[Dataset extract]
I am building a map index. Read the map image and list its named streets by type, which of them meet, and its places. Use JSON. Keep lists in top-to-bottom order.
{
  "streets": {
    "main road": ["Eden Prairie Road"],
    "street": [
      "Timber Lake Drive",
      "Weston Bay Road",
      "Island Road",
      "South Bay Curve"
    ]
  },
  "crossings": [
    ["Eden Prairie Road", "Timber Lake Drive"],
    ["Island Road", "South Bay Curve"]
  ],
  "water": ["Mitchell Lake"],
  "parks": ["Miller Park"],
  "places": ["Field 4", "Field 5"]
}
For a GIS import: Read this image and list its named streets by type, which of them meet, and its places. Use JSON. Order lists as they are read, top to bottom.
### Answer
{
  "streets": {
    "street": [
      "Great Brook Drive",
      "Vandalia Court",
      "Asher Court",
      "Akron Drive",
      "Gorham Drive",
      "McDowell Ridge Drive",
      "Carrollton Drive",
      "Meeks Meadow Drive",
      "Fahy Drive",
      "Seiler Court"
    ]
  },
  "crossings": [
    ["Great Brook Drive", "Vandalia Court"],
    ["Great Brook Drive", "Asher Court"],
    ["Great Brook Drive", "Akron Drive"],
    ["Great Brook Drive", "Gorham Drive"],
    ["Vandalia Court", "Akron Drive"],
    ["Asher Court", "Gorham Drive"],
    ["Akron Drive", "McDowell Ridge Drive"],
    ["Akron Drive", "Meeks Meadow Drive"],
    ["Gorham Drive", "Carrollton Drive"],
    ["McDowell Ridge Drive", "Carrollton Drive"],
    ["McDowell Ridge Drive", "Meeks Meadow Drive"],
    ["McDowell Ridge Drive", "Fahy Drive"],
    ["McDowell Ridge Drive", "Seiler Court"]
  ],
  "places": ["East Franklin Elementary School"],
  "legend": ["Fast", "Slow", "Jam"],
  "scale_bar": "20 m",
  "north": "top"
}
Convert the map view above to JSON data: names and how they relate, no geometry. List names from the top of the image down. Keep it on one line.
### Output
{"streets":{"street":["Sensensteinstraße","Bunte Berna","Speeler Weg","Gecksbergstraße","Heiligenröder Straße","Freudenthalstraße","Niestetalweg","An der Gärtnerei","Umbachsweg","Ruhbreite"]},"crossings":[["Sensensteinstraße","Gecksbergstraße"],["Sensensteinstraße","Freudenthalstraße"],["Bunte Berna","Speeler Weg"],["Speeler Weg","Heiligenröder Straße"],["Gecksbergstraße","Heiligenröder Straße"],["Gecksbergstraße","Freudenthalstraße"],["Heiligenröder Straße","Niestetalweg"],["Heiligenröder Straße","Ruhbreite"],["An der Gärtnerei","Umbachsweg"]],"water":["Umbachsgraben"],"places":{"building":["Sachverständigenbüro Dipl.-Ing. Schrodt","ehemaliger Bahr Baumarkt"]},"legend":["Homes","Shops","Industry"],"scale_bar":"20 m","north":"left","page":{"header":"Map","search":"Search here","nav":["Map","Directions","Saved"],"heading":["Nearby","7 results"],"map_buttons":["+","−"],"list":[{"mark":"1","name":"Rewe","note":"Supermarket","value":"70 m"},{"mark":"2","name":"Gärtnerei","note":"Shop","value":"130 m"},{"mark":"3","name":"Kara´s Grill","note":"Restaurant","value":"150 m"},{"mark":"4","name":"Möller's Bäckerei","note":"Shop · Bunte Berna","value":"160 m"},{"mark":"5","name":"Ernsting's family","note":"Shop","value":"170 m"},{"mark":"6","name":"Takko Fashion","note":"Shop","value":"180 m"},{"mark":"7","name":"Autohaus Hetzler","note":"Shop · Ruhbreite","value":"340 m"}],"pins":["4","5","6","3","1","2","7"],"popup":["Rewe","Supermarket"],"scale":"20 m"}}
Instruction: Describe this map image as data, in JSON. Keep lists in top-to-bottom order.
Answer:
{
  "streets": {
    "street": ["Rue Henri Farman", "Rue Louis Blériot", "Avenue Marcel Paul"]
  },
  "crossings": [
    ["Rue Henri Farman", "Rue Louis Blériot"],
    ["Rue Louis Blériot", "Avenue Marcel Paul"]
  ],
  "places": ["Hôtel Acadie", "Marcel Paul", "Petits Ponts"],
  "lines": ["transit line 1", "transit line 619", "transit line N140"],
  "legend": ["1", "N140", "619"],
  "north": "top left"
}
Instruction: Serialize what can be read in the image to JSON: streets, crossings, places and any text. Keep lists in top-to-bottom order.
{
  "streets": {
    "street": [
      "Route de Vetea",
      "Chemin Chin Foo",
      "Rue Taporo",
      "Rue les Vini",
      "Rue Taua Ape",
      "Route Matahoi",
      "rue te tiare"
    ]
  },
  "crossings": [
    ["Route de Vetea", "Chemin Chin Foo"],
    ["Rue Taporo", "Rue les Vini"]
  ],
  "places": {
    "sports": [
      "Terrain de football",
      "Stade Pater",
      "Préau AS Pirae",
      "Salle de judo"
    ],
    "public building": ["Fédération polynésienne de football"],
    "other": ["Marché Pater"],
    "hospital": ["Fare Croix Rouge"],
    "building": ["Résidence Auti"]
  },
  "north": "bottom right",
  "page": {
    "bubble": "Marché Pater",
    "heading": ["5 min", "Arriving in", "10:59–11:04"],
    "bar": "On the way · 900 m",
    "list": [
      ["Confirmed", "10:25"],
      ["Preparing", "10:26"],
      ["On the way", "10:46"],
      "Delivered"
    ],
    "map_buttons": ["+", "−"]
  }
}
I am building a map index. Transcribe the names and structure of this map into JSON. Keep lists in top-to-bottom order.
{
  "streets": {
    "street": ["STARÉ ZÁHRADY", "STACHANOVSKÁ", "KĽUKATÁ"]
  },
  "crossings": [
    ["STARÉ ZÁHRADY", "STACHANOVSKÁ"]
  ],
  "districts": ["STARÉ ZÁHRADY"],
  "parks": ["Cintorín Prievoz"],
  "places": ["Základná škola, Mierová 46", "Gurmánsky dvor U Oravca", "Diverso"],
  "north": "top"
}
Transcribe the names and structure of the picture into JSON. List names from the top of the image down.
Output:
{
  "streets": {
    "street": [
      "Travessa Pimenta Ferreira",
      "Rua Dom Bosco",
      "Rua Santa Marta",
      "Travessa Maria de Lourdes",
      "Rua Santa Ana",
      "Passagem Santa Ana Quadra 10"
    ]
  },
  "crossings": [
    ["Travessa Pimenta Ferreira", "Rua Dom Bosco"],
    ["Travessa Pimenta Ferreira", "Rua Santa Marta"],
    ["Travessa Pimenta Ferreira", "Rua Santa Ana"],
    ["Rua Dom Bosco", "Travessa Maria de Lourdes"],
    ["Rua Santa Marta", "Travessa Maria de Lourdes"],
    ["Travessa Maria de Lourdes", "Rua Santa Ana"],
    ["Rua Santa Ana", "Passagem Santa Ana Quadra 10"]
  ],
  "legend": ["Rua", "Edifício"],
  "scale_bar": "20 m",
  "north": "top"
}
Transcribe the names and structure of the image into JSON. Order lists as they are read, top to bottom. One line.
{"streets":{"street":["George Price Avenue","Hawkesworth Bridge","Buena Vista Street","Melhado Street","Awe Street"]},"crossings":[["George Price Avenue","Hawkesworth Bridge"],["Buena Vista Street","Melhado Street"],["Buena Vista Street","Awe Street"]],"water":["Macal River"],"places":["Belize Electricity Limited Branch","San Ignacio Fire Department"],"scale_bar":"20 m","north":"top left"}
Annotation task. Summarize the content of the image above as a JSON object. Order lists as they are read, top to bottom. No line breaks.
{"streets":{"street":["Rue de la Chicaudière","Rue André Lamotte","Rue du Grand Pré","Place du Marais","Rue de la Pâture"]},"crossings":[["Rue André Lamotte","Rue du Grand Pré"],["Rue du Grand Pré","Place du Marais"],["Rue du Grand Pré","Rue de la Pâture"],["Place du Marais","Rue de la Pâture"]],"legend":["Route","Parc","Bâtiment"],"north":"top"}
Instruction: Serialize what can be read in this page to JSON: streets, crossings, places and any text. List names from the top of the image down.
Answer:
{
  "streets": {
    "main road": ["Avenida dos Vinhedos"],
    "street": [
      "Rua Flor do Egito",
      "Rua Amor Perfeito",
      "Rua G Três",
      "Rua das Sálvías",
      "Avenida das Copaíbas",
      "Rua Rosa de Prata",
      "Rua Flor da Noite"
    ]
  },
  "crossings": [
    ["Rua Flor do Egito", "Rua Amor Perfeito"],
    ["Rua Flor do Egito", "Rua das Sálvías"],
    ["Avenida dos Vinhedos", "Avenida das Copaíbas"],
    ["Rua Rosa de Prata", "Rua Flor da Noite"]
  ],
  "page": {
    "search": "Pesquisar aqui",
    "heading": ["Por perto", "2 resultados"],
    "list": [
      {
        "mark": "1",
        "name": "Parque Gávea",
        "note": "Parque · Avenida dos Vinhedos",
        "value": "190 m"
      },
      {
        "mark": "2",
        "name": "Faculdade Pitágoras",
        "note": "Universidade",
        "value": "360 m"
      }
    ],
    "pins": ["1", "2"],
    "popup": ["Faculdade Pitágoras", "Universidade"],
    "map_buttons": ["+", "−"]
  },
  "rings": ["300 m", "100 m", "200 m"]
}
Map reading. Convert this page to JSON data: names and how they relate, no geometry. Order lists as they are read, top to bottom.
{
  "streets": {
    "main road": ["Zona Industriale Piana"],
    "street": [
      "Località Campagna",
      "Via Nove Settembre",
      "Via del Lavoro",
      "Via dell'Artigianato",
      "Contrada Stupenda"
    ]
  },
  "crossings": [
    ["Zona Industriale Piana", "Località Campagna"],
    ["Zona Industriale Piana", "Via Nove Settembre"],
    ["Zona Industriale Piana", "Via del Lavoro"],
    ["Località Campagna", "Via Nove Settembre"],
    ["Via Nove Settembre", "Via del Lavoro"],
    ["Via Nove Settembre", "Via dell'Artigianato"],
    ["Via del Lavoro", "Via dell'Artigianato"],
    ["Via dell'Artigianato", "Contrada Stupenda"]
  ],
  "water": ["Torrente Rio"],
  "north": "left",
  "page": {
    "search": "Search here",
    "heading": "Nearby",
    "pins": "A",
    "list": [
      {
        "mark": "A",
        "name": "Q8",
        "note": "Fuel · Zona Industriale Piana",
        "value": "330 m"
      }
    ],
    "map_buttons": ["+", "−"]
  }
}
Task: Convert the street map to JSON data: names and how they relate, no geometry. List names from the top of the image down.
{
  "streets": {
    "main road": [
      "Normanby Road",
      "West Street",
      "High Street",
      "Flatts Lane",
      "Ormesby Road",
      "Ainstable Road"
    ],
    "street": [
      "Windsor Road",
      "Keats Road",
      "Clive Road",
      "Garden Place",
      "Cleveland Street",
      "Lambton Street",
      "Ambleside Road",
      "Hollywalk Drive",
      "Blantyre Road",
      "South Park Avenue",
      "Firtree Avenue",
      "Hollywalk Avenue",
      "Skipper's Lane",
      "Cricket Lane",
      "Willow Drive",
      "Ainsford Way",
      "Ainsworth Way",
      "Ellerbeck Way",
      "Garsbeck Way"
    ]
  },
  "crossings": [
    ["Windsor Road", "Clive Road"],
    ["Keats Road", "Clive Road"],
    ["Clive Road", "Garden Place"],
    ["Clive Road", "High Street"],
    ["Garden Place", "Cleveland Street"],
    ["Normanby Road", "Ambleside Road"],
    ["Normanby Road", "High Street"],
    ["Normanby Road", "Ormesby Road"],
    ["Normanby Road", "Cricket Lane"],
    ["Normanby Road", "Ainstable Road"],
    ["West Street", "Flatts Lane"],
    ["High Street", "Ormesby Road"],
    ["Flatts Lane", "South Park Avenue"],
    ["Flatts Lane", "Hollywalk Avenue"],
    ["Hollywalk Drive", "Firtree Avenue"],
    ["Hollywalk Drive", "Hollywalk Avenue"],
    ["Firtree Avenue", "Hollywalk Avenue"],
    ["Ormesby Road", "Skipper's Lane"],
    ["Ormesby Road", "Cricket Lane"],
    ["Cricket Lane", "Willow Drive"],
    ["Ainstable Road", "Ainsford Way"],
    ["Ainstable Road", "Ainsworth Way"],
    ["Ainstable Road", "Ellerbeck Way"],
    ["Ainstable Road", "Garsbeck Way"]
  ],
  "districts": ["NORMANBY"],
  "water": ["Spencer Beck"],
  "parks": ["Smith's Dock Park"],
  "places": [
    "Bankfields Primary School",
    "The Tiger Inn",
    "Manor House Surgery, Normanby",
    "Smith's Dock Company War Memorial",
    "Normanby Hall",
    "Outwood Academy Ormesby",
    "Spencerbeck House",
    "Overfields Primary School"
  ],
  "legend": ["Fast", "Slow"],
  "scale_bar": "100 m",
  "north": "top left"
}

[Aim of the task]
Taking the listing above as the source, transcribe only the lines starting at the line with "Annotation task. Summarize" and going through the line with "Instruction: Serialize what can be read in this", unaltered and with both ends included.

[Written response]
Annotation task. Summarize the content of the image above as a JSON object. Order lists as they are read, top to bottom. No line breaks.
{"streets":{"street":["Rue de la Chicaudière","Rue André Lamotte","Rue du Grand Pré","Place du Marais","Rue de la Pâture"]},"crossings":[["Rue André Lamotte","Rue du Grand Pré"],["Rue du Grand Pré","Place du Marais"],["Rue du Grand Pré","Rue de la Pâture"],["Place du Marais","Rue de la Pâture"]],"legend":["Route","Parc","Bâtiment"],"north":"top"}
Instruction: Serialize what can be read in this page to JSON: streets, crossings, places and any text. List names from the top of the image down.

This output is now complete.